[Question] Counterfactual Mugging: Why should you pay?

The LessWrong Wiki defines Counterfactual Mugging as follows:

Omega appears and says that it has just tossed a fair coin, and given that the coin came up tails, it decided to ask you to give it $100. Whatever you do in this situation, nothing else will happen differently in reality as a result. Naturally you don’t want to give up your $100. But Omega also tells you that if the coin came up heads instead of tails, it’d give you $10000, but only if you’d agree to give it $100 if the coin came up tails. Do you give Omega $100?

I expect that most people would say that you should pay because a 50% chance of $10000 for $100 is an amazing deal according to expected value. I lean this way too, but it is harder to justify than you might think.

After all, if you are being asked for $100, you know that the coin came up heads and you won’t receive the $10000. Sure this means that if the coin would have been heads then you wouldn’t have gained the $10000, but you know the coin wasn’t heads so you don’t lose anything. It’s important to emphasise: this doesn’t deny that if the coin had come up heads that this would have made you miss out on $10000. Instead, it claims that this point is irrelevant, so merely repeating the point again isn’t a valid counter-argument.

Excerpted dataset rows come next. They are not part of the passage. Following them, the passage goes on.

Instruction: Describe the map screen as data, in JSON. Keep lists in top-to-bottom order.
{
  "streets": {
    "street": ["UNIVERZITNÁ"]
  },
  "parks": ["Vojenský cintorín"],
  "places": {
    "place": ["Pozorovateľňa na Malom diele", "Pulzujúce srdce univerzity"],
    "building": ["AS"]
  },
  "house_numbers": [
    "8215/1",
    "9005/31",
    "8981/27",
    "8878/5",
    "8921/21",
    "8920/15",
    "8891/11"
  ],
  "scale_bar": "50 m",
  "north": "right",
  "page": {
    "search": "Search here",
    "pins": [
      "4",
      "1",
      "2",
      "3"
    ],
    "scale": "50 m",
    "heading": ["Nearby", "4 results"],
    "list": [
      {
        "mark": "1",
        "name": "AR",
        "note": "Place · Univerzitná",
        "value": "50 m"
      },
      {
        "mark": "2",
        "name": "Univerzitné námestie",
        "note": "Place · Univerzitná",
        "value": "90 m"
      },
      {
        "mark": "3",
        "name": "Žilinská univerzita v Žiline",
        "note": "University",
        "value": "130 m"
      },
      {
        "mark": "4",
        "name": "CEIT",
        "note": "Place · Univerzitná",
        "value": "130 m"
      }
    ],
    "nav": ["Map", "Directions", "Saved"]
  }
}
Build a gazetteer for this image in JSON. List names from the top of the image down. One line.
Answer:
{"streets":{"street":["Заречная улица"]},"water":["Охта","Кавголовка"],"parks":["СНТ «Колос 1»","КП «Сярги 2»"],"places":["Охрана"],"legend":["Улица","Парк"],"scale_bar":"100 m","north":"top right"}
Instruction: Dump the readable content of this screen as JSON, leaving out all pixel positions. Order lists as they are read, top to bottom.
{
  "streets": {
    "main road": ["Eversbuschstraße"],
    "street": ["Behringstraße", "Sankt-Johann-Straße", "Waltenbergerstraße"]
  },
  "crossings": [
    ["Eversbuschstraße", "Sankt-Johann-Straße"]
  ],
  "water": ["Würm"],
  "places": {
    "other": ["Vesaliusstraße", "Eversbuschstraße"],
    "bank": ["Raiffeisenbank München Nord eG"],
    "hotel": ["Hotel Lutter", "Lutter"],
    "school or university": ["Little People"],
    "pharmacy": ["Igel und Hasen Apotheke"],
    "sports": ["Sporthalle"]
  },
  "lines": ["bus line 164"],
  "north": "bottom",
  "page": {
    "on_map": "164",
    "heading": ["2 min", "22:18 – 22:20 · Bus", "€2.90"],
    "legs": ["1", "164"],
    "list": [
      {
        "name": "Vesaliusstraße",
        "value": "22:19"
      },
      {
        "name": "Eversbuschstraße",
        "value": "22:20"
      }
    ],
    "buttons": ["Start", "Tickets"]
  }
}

You could argue that you would have pre-commited to paying if you had known about the situation ahead of time. True, but you didn’t pre-commit and you didn’t know about it ahead of time, so the burden is on you to justify why you should act as though you did. In Newcomb’s problem you want to have pre-committed and if you act as though you were pre-committed then you will find that you actually were pre-committed. However, here it is the opposite. Upon discovering that the coin came up tails, you want to act as though you were not pre-commited to pay and if you act that way, you will find that you actually were indeed not pre-commited.

We could even channel Yudkowsky from Newcomb’s Problem and Regret of Rationality: “Rational agents should WIN… It is precisely the notion that Nature does not care about our algorithm, which frees us up to pursue the winning Way—without attachment to any particular ritual of cognition, apart from our belief that it wins. Every rule is up for grabs, except the rule of winning… Unreasonable? I am a rationalist: what do I care about being unreasonable? I don’t have to conform to a particular ritual of cognition. I don’t have to take only box B because I believe my choice affects the box, even though Omega has already left. I can just… take only box B.” You can just not pay the $100. (Vladimir Nesov makes this argument this exact same argument here).

Here’s another common reason, I’ve heard as described by Cousin_it: “I usually just think about which decision theory we’d want to program into an AI which might get copied, its source code inspected, etc. That lets you get past the basic stuff, like Newcomb’s Problem, and move on to more interesting things. Then you can see which intuitions can be transferred back to problems involving humans.”

That’s actually a very good point. It’s entirely possible that solving this problem doesn’t have any relevance to building AI. However, I want to note that: a) it’s possible that a counterfactual mugging situation could have been set up before an AI was built b) understanding this could help deconfuse what a decision is—we still don’t have a solution to logical counterfactuals c) this is probably a good exercise for learning to cut through philosophical confusion d) okay, I admit it, it’s kind of cool and I’d want an answer regardless of any potential application.

Or maybe you just directly care about counterfactual selves? But why? Do you really believe that counterfactuals are in the territory and not the map? So why care about that which isn’t real? Or even if they are real, why can’t we just imagine that you are an agent that doesn’t care about counterfactual selves? If we can imagine an agent that likes being hit on the head with a hammer, why can’t we manage that?

Then there’s the philosophical uncertainty approach. Even if there’s only a 150 chance of your analysis being wrong, then you should pay. This is great if you face the decision in real life, but not if you are trying to delve into the nature of decisions.

So given all of this, why should you pay?